Advertisers spent an incredible $3.8 million for a 30-second ad this year for the Super Bowl. Imagine all the Doritos and Cokes that have to be sold to pay for those ads!
Coca Cola might have had its biggest disappointment ever with "the chase," a commercial in which a bus full of Las Vegas show girls, an Arab guy with some camels, a gang of cowboys, and the cast of The Road Warrior race in the desert toward a bottle of Coke.
Viewers were asked to vote and decide the winner of the race. Does anyone really care who wins?
Then there was the Go Daddy commercial in which the attractive Bar Refaeli kisses (really kisses) a geek. It was an embarrassing commercial. It was in poor taste. USA Today ranked it the poorest commercial on the Super Bowl.
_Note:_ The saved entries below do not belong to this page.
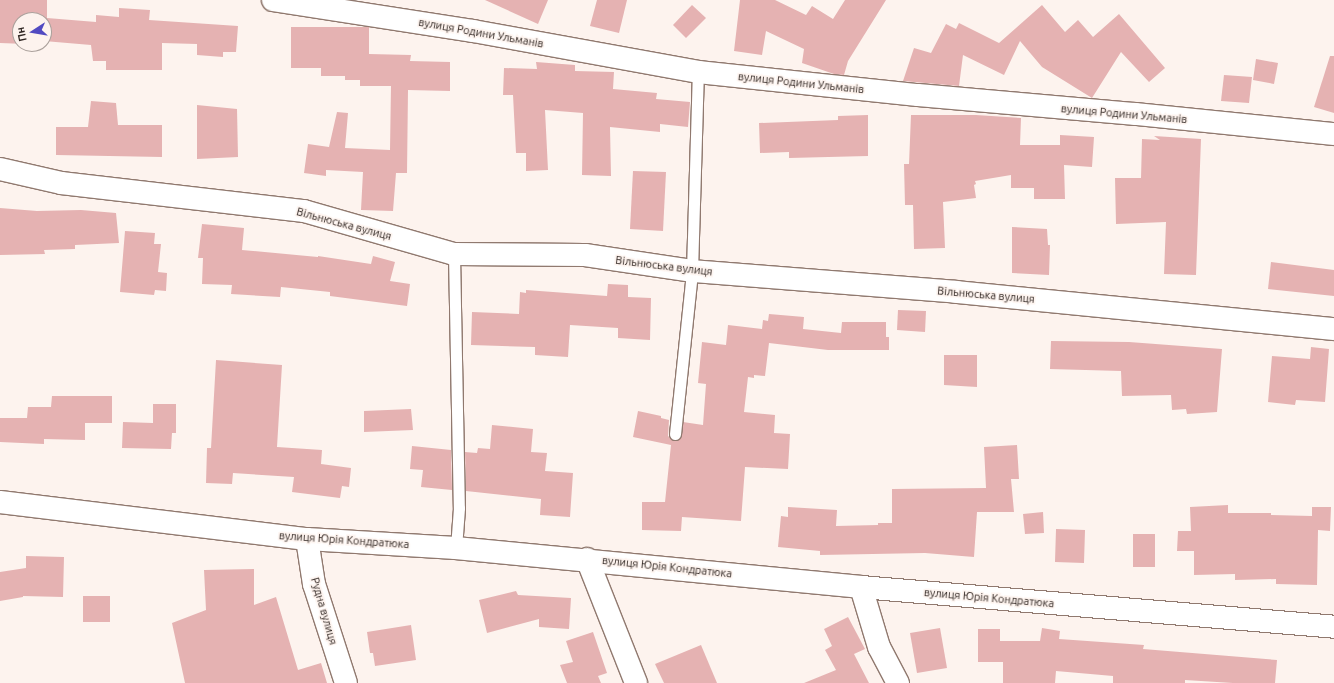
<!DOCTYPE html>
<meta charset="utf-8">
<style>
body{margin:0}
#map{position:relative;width:1334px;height:683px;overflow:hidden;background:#fdf3ee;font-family:Ubuntu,sans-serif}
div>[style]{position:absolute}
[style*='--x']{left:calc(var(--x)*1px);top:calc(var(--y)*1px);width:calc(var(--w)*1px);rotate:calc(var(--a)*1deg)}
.building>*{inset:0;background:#e5b2b2}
.roads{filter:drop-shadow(1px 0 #90796f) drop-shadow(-1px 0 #90796f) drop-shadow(0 1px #90796f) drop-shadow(0 -1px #90796f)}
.service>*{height:11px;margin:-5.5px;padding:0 5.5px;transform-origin:5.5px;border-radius:5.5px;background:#fff}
.minor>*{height:22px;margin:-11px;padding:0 11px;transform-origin:11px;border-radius:11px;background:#fff}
.tertiary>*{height:22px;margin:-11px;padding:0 11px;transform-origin:11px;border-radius:11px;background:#fff}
span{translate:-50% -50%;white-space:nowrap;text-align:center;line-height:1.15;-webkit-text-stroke:3px #fdf3ee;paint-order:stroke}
.street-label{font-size:11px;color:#2f2622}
.north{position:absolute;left:12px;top:12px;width:40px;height:40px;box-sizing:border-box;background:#fdf3ee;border:1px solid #aba19c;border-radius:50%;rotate:258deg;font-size:11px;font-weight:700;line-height:16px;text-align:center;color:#2f2622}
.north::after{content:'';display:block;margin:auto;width:14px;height:18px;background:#514ac1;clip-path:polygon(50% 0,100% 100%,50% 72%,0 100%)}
</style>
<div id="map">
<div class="building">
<i style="clip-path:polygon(0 0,47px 0,47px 18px,96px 22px,96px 15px,119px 17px,119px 8px,150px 10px,149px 20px,238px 26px,236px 52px,223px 52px,223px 57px,197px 55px,197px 44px,162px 43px,162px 70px,106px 70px,106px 61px,93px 61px,91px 45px,44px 41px,44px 20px,20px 20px,20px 44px,26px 44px,0 43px)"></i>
<i style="clip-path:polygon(485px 0,548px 0,538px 24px)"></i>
<i style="clip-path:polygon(597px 0,627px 0,619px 33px,590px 26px)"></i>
<i style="clip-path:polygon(740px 0,775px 0,806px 15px,812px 6px,833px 19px,845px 0,886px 0,848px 61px,844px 75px,834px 74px,802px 63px,804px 49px,766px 31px,762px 55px,734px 51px)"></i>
<i style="clip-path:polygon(692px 5px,706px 18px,686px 38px,673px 25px)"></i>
<i style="clip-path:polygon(1042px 5px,1065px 32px,1078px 20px,1093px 37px,1119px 14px,1165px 68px,1149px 82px,1121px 52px,1092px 98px,1042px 67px,1020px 41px,1004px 75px,963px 55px,959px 86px,903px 81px,914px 48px,931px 53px,946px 24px,956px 29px,959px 23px,999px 43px)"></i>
<i style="clip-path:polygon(291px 27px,369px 27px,369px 54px,411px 55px,410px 61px,450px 62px,450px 91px,408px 90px,407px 173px,396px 173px,393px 211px,361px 210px,363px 172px,326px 170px,326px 176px,304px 173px,308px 144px,329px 147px,337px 112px,348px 113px,345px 148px,390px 150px,391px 86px,360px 86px,360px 80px,345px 80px,345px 76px,321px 76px,321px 68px,291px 68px)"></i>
<i style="clip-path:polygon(1330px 56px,1334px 56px,1334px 113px,1314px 107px)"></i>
<i style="clip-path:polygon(1256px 59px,1278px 63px,1274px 84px,1253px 80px)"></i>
<i style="clip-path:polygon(536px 62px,575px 65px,575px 71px,614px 72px,613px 89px,657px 93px,656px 99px,690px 102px,688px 127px,660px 124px,660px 132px,610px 127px,611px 176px,582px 175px,583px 113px,545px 110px,548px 170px,526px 171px,526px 153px,516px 153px,513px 95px,503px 95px,504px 68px,537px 69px)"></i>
<i style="clip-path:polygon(1224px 75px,1252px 77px,1249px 103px,1221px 101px)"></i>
<i style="clip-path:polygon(91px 101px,116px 103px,118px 125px,162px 125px,162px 157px,56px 155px,56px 127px,88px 127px)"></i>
<i style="clip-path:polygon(197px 105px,237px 109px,238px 157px,197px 159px)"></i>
<i style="clip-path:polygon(868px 115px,868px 156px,789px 158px,789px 152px,760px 153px,759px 123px,838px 120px,838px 116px)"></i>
<i style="clip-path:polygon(911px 115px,976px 115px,1021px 118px,1020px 145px,1060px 145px,1060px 135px,1094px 137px,1092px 167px,1064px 165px,1065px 199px,1034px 199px,1034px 188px,1011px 188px,1011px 175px,975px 181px,976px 184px,974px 185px,976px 198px,943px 202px,945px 248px,914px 249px,913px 205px,905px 205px,904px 164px,909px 164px)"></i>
<i style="clip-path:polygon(1154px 136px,1201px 139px,1196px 275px,1164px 274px,1166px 222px,1116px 224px,1115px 178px,1141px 178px,1142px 139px,1160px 140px)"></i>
<i style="clip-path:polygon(633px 171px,666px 172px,663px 231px,630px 229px)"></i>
<i style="clip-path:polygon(0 208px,37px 211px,81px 210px,116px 213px,119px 243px,75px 245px,75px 249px,44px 250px,45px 254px,0 255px)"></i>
<i style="clip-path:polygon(202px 224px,244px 228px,242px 250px,318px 257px,318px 256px,371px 264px,373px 256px,395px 262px,390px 281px,410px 284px,407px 306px,330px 296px,330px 292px,281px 287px,280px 297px,231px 294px,232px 285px,202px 284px,203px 258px,198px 258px)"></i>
<i style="clip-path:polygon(1012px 227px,1047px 229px,1048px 245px,1050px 245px,1049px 275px,1012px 273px)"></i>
<i style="clip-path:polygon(125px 231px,155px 233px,154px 244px,161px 244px,158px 272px,167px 273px,166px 291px,155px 290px,154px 295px,120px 292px)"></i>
<i style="clip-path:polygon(1271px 262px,1334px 270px,1334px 296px,1268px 289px)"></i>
<i style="clip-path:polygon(608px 284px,628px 285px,628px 297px,651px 298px,650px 340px,618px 338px,618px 328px,570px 325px,568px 357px,535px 355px,535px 347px,471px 345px,472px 312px,519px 314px,520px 292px,526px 293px,526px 290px,607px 296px)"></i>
<i style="clip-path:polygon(898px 310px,926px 311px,925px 332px,897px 330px)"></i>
<i style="clip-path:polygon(769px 314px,804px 317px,803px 329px,841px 333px,842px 322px,886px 322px,886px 337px,889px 337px,889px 350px,828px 350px,769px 343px,765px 376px,754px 375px,754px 378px,748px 377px,744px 412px,775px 415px,774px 433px,790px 434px,788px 469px,745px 467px,741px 521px,682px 517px,681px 531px,642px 530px,642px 502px,665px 502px,671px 445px,633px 437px,638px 411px,661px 416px,661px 418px,669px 420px,668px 436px,674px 441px,681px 438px,683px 422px,703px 425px,706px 384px,698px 383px,702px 342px,726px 345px,728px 325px,762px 329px,763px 320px,768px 321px)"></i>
<i style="clip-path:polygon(1051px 341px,1129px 342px,1222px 349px,1217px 412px,1187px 414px,1186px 409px,1172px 410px,1171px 395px,1122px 396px,1121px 371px,1050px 369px)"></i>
<i style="clip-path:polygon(1311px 347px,1329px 349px,1325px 402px,1296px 400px,1295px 405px,1268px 402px,1272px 356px,1310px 359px)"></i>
<i style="clip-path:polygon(944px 355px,977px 355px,977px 387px,944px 385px)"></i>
<i style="clip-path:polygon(216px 360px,282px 365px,277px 447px,322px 450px,321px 464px,351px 468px,349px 487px,342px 486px,340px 498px,292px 492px,294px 477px,233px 473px,232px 484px,206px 483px,207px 448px,211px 448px)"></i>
<i style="clip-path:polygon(52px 396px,112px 396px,112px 423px,85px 423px,85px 440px,44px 439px,44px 444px,0 442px,0 418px,27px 418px,28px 407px,51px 407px)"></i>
<i style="clip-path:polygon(153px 404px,176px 404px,176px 433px,172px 433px,171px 449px,122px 448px,123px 422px,153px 423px)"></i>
<i style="clip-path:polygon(411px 409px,413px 430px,364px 432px,364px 411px)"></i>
<i style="clip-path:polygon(492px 425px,533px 429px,531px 452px,547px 453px,545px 471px,573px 473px,570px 517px,540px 515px,541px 499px,466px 491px,465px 452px,477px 453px,478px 448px,490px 449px)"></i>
<i style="clip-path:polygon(1017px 445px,1019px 479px,1011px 479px,1014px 512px,977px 512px,974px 557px,925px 553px,820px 555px,820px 551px,778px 547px,781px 516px,788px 517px,788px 507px,837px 510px,836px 526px,878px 525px,878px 523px,892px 523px,892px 489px,986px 488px,984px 447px)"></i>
<i style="clip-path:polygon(412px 446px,451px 450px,452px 490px,421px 487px,423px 470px,410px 469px)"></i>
<i style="clip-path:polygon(1228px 505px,1228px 513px,1271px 513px,1271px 515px,1312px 516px,1312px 507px,1331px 507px,1330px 531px,1318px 530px,1317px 585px,1276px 584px,1276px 579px,1235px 580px,1235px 574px,1194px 575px,1194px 551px,1177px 551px,1178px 531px,1191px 531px,1190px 507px)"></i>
<i style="clip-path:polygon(1043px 512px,1044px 533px,1025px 534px,1023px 514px)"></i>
<i style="clip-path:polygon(1056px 529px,1085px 530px,1084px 563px,1055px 562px)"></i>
<i style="clip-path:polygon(1133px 534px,1155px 534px,1155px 567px,1133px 567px)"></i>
<i style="clip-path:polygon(26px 556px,64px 557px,63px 597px,23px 596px,23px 597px,0 601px,0 572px,26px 568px)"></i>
<i style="clip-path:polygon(254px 569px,254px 605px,276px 597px,298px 670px,321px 663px,327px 683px,185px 683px,172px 623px,206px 610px,204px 570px)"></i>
<i style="clip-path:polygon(516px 591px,518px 595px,571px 598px,569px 629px,539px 627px,539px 619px,487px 633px,479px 600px)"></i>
<i style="clip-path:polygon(83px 596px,110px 596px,110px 622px,83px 622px)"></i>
<i style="clip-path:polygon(848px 617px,865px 649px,854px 654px,869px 683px,804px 683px,836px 670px,825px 650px,832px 646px,824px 629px)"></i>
<i style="clip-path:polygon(411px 625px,416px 660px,375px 666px,373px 653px,370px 653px,367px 632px)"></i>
<i style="clip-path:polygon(940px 628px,947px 668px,917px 673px,910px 633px)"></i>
<i style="clip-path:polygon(1042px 628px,1060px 631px,1059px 639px,1144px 645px,1143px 649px,1277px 660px,1275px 683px,1233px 683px,1185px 680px,1185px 683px,1113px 683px,1113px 676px,1056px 671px,1055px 683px,1003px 683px,1003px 662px,978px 662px,978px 629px,1000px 629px,1000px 641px,1040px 641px)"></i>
<i style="clip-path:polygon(593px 632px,607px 673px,598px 676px,601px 683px,567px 683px,560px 665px,573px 662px,566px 641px)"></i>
<i style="clip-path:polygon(701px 645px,717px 683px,664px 683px,655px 664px)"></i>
</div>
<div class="roads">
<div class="service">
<i style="--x:454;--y:254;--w:254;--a:88.9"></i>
<i style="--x:459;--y:508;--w:40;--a:94.3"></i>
<i style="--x:675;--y:434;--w:164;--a:-84"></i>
<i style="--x:692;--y:271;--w:199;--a:-88.3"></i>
</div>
<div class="minor">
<i style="--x:273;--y:0;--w:202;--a:8.8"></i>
<i style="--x:473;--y:31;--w:229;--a:10.3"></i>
<i style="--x:698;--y:72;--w:221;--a:6"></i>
<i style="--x:918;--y:95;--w:219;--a:5"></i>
<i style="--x:1136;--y:114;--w:199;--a:5.8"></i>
<i style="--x:0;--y:169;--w:63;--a:12.9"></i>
<i style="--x:61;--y:183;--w:245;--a:6.6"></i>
<i style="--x:304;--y:211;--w:156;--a:16"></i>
<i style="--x:454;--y:254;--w:131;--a:0.4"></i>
<i style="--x:585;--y:255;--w:108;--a:8.5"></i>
<i style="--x:692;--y:271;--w:265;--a:4.5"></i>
<i style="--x:956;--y:292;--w:380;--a:5.6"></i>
<i style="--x:307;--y:539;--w:46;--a:81.2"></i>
<i style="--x:314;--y:584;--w:104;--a:72.1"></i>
<i style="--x:587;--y:559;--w:133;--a:68.4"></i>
<i style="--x:861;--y:587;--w:63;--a:73.3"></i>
<i style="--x:879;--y:647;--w:41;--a:62.2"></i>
</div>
<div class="tertiary">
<i style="--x:0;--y:502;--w:309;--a:6.9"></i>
<i style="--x:307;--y:539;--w:149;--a:3.5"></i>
<i style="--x:456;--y:548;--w:407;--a:5.5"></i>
<i style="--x:861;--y:587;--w:475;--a:4.8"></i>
</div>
</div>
<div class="street-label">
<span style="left:481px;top:33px;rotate:10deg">вулиця Родини Ульманів</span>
<span style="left:801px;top:83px;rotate:6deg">вулиця Родини Ульманів</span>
<span style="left:1124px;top:114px;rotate:5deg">вулиця Родини Ульманів</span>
<span style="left:344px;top:224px;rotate:15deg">Вільнюська вулиця</span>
<span style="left:664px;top:266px;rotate:7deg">Вільнюська вулиця</span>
<span style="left:986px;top:295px;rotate:5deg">Вільнюська вулиця</span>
<span style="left:344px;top:540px;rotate:4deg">вулиця Юрія Кондратюка</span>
<span style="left:667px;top:567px;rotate:6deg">вулиця Юрія Кондратюка</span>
<span style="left:989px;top:598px;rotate:5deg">вулиця Юрія Кондратюка</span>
<span style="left:324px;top:611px;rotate:74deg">Рудна вулиця</span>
</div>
<div class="north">Пн</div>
</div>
What's happening on Madison Avenue and the creativity that's supposed to be generated there? Where are the catchy phrases ("I Can't Believe I Ate the Whole Thing" or "Where's the Beef?")
Sketchers, who manufacturers sneakers, missed the boat completely in its add involving a cheetah and an antelope. The ad shows a man outrunning a cheetah, thanks to Sketchers, and befriending an antelope.
Sketchers just settled a class action suit for $40 million because of making false claims about the magical abilities of its shoes to get people in shape just by putting them on. The ad Sunday actually implies such claims; plus it can't be taken seriously nor viewed as humorous.
In all fairness, though, there were some commercials that were awesome. They're worth viewing on the Internet - on You Tube - if you missed them.
Ranked number one by USA Today - and by many others who ranked the commercials - was a Budweiser ad involving a Clydesdale pony and a man who raised him; how they eventually become reunited.
One individual wrote on a newspaper site, "I'm a full-grown man and I cried at this commercial."
Then there was the Tide commercial in which a Joe Montana stain appears on a shirt. Of course, a mother washes the stain with Tide.
Around 111 million people saw the game in 2012. Dividing this year's $3.8 million price by last year's audience, advertisers are paying about 3.4 cents for each viewer.
By comparison, the highest-rated show in prime time these days is "NCIS." Even with 21.5 million viewers, CBS charges just $167,000 per 30 seconds of airtime, or roughly less than a penny per viewer.
Frankly, for the most part, the commercials seen on NCIS weren't any worse than the premium commercials seen during the Super Bowl.
Fortunately, the game itself was very exciting.